El gigante y la niña
El gigante y la niña
Un gigante poseía una huerta donde se criaban riquísimas peras. Una señora tuvo el capricho de comerse una, el dueño se empeñó en no dársela ni vendérsela por más dinero que le ofreció, sino cambiársela por la primera hija que ella diese a luz. La señora aceptó, creyendo que jamás la tendría, y se engañó. Al poco tiempo fue madre de una hermosa niña; la ocultó sin permitir que la viesen, temiendo que el gigante se la reclamara. A los seis años creyó que nadie se acordaría; la encontró el coloso, y la advirtió que no olvidase mandarle lo que le pertenecía.
La pobre mujer, asustada, escondió a la niña hasta que cumplió diez años. Entonces el gigante escribió a la señora que si no le enviaba a su hija, la mataría. Afligidísima la infeliz, y segura de que el malvado ejecutaría la amenaza, se la entregó. La chica era muy mona, y llegó a conquistar el afecto de tan grande animal.
La muchacha cumplió los dieciséis años, lo pasaba bien en el magnífico palacio del gigante, y no sufría sino recordando el cariño de su buenísima madre. Como la chica eclipsaba en hermosura a las flores del jardín, calculó el gigante que si la veían se la robarían.
-Mira (la dijo): te prohíbo te asomes al balcón; los hombres son perversos a proporción de su edad y estatura. Si alguno te quiere coger, echa una hoja de este árbol a sus pies antes que te toque, y te separará de él un río caudaloso de agua amarga. Si el infame lo pasara a nado, le arrojas una hoja de este otro árbol, y el río que le impedirá atravesar será de vino muy agrio.

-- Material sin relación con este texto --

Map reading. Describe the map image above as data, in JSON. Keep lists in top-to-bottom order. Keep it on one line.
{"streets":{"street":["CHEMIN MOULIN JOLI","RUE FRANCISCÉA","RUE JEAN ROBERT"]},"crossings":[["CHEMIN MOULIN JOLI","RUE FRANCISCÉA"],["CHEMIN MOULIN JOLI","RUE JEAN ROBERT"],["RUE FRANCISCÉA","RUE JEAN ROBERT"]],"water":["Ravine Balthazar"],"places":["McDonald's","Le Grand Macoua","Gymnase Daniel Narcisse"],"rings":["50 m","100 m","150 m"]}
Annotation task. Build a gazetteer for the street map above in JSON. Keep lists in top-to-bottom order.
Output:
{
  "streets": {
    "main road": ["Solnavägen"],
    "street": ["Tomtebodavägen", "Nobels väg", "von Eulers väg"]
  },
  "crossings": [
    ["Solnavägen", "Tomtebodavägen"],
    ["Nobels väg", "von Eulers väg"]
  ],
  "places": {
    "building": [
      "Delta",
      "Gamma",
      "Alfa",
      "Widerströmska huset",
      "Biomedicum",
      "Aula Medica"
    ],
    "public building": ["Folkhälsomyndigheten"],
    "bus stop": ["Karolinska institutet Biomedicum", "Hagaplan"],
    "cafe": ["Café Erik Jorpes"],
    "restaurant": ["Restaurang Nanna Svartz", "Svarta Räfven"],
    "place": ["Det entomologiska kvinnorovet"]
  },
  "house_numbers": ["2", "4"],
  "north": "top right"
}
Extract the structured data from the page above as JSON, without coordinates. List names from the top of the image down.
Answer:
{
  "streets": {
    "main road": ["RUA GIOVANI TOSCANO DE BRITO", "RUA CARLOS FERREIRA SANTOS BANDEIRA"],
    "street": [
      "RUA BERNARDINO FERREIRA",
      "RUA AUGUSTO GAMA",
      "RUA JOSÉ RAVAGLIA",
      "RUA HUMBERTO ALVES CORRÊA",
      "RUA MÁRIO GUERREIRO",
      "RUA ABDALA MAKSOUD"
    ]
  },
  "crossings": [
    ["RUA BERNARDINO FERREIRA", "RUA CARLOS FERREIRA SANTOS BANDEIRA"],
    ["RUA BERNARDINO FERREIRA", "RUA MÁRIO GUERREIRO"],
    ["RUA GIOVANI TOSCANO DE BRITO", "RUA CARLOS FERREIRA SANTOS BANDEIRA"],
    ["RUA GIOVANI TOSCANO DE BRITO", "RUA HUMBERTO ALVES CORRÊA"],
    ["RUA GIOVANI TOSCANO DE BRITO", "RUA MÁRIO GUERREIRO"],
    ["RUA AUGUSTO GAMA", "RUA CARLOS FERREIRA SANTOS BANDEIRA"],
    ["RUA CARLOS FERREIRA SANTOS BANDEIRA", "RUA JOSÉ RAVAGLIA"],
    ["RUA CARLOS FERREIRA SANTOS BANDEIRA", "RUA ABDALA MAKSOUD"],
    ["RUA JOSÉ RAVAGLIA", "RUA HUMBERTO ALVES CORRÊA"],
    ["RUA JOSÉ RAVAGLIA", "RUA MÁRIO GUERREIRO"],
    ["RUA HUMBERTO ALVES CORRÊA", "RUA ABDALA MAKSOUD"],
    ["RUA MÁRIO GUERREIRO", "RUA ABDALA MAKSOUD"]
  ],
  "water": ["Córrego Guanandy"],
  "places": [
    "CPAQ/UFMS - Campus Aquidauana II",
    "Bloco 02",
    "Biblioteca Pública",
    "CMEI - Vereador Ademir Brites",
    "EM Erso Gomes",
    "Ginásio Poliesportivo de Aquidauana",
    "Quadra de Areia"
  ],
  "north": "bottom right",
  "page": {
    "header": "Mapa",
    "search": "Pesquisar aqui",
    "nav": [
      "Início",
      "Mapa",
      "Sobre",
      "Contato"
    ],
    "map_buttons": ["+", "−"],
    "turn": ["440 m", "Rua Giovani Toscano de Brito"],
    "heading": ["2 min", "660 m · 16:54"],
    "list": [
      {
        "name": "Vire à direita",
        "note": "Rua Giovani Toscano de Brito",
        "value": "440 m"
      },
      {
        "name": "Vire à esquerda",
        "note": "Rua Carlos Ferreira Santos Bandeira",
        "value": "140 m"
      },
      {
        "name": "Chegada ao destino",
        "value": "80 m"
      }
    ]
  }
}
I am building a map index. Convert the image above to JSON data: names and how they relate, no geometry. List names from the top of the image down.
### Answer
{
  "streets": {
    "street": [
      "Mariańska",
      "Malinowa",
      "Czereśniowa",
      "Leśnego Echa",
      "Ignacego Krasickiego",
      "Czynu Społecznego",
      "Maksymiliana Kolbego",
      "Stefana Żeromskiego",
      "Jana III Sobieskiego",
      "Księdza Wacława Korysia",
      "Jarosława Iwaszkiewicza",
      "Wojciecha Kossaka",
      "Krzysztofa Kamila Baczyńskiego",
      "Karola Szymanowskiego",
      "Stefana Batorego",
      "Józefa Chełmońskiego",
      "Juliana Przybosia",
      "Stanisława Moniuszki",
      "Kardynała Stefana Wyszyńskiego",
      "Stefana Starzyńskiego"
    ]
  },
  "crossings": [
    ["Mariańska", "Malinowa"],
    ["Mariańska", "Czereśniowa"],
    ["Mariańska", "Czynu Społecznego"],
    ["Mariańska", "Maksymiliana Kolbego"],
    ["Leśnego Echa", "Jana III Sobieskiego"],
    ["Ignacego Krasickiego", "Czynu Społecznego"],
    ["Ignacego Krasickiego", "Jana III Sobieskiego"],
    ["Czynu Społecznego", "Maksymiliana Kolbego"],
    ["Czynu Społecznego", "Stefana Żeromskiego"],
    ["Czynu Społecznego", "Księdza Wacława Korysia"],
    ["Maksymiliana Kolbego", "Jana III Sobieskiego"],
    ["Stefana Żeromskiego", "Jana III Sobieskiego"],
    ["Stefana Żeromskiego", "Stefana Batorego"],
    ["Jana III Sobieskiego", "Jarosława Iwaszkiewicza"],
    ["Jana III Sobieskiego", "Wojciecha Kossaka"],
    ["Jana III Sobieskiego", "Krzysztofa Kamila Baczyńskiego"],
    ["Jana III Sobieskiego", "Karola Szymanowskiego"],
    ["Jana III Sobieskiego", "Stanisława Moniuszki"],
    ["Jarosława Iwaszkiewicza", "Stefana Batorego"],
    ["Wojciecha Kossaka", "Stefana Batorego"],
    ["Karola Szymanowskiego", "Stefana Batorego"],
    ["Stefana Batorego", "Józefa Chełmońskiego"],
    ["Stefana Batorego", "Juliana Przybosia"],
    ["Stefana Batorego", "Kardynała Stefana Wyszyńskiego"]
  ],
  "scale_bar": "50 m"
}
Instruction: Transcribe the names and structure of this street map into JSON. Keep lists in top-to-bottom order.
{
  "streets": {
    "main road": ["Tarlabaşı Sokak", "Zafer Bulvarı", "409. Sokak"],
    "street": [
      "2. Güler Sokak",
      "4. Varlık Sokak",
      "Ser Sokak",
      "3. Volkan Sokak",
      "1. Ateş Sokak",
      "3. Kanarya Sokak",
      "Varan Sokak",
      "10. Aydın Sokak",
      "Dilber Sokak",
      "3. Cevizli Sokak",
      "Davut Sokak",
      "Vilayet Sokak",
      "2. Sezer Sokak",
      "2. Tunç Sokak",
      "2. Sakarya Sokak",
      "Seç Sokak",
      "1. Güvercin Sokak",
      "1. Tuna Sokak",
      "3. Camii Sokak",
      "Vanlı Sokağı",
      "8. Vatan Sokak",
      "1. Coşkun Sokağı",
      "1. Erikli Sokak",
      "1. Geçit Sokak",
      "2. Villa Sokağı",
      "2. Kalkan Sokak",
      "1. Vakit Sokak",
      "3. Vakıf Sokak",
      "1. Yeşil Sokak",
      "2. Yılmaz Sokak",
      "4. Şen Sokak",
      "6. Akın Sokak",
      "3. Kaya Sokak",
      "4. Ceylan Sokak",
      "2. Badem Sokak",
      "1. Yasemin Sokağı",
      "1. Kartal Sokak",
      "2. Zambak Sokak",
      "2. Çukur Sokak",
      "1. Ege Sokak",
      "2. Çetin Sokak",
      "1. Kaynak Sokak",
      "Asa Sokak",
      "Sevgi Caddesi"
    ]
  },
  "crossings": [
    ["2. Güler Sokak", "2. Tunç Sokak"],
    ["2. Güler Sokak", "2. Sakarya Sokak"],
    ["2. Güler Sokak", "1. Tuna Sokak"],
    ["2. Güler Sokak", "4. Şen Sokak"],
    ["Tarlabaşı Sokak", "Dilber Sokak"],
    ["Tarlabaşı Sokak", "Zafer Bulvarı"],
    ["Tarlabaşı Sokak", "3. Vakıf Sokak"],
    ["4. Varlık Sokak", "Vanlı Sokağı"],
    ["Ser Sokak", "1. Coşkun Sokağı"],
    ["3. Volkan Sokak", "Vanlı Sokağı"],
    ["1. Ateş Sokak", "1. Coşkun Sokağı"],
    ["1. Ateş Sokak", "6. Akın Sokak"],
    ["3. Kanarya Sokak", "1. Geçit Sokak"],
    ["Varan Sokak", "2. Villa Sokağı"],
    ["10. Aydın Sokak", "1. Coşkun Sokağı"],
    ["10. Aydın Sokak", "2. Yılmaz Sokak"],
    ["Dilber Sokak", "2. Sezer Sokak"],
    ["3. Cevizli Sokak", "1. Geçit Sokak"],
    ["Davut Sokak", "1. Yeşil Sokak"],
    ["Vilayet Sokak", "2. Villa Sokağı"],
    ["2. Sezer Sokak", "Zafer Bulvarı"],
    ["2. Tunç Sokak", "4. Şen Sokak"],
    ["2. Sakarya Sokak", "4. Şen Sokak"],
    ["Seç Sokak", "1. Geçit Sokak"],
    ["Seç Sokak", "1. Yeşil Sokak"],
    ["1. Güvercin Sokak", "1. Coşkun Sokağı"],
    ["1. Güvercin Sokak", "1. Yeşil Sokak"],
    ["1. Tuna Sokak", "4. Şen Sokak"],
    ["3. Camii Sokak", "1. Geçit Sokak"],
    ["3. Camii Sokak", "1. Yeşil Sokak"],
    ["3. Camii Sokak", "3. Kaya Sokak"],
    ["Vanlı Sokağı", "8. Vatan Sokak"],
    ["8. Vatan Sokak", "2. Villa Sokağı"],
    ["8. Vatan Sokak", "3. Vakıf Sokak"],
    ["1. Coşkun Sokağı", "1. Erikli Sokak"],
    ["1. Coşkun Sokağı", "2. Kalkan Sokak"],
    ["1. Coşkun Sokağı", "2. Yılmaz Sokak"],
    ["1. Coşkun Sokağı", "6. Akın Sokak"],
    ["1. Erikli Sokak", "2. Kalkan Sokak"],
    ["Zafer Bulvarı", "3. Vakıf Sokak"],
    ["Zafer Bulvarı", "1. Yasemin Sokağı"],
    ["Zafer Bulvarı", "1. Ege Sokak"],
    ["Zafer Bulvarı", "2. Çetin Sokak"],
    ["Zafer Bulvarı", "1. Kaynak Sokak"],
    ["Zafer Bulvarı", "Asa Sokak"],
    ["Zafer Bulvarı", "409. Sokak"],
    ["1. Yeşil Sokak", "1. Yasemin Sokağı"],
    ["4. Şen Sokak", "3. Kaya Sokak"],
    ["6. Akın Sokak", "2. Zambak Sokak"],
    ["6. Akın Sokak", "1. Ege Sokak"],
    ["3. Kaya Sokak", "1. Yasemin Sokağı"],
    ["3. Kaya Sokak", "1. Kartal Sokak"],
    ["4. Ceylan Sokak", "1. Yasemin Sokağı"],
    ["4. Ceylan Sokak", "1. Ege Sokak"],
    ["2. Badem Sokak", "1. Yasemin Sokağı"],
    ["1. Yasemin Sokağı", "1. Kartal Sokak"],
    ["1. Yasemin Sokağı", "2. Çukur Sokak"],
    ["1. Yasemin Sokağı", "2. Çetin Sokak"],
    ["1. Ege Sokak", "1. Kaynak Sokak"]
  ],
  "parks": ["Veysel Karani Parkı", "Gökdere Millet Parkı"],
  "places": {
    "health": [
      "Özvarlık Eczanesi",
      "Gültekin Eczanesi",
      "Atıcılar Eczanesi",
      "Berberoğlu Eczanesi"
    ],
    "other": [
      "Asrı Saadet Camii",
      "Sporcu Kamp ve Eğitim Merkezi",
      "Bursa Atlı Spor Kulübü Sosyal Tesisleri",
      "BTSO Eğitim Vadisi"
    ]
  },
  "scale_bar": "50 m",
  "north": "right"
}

Si esto no fuera obstáculo para detener al que te persiga, le tiras una hojita del árbol que se halla en medio de los otros dos. El río que impedirá te alcancen será de aceite que hervirá a borbotones.
La muchacha poseía las tres potencias del alma, y sabía aprovecharse de ellas. Mientras el gigante dormía la siesta, la niña se asomaba al balcón, por hacer lo contrario de lo que le mandaban. Observó que un joven guapo y elegante la miraba; se hablaron, amaron, y convinieron que por la noche, vendría, la sacaría del palacio, la conduciría a casa de su madre, y si ésta consentía, se casarían enseguida. A las pocas horas, los amantes huían en un veloz caballo. El gigante, al levantarse todos los días, llamaba a la chica:
-Lucero del alba, péinate los cabellos de oro.
Como no respondió la niña, entró en su cuarto, y del grito y patada que dio de rabia, retembló el edificio. Le habían robado la única persona que había querido en su larga vida. Por la pista del caballo, averiguó el camino que llevaban los que huían a toda brida, y, furioso el hombrón, de cada paso adelantaba una legua. Pronto alcanzó al noble bruto que conducía sobre sus lomos la feliz pareja. El joven temblaba pero la muchacha, sonriéndose, arrojó al gigante una de las hojas maravillosas que había cogido en la huerta la tarde anterior entre ellos y su perseguidor se interpuso un ancho y profundo río. El monstruo lo pasó a nado. Tiritaba de miedo el enamorado mozo; la niña, muy serena, tiró al suelo la hoja del segundo árbol, y un río de vino más caudaloso que el anterior atajó los pasos del gigante. Éste, con sus anchas tragaderas, de un sorbo lo dejó seco.
No había remedio. De nada servía al caballero espolear al ligero animal, que corría más que el viento. Ya tenía el feroz gigante levantada la manaza para aplastar a los que se le escapaban, cuando la dama, apoyada en el brazo derecho de su amante, dejó caer la tercera hoja. En el acto, olas inmensas de aceite hirviendo, de un olor insoportable, ahogaron al monstruo horrible y a sus maldiciones.
Libres y alegres se apearon; llegó la noche, y se durmieron. Se creían dichosos y próximos al término de su viaje, cuando un ejército de gigantes, más espantosos que el que acababa de perecer en un mar de aceite, agitando sus larguísimos brazos, trataban de despedazarlos; como la niña no tenía ya las hojas portentosas para detenerlos del susto despertó, abrió los ojos, y se halló en la cama junto a su madre, de la cual no se había separado nunca.
Las muchachas, a los dieciséis años suelen tener sueños semejantes.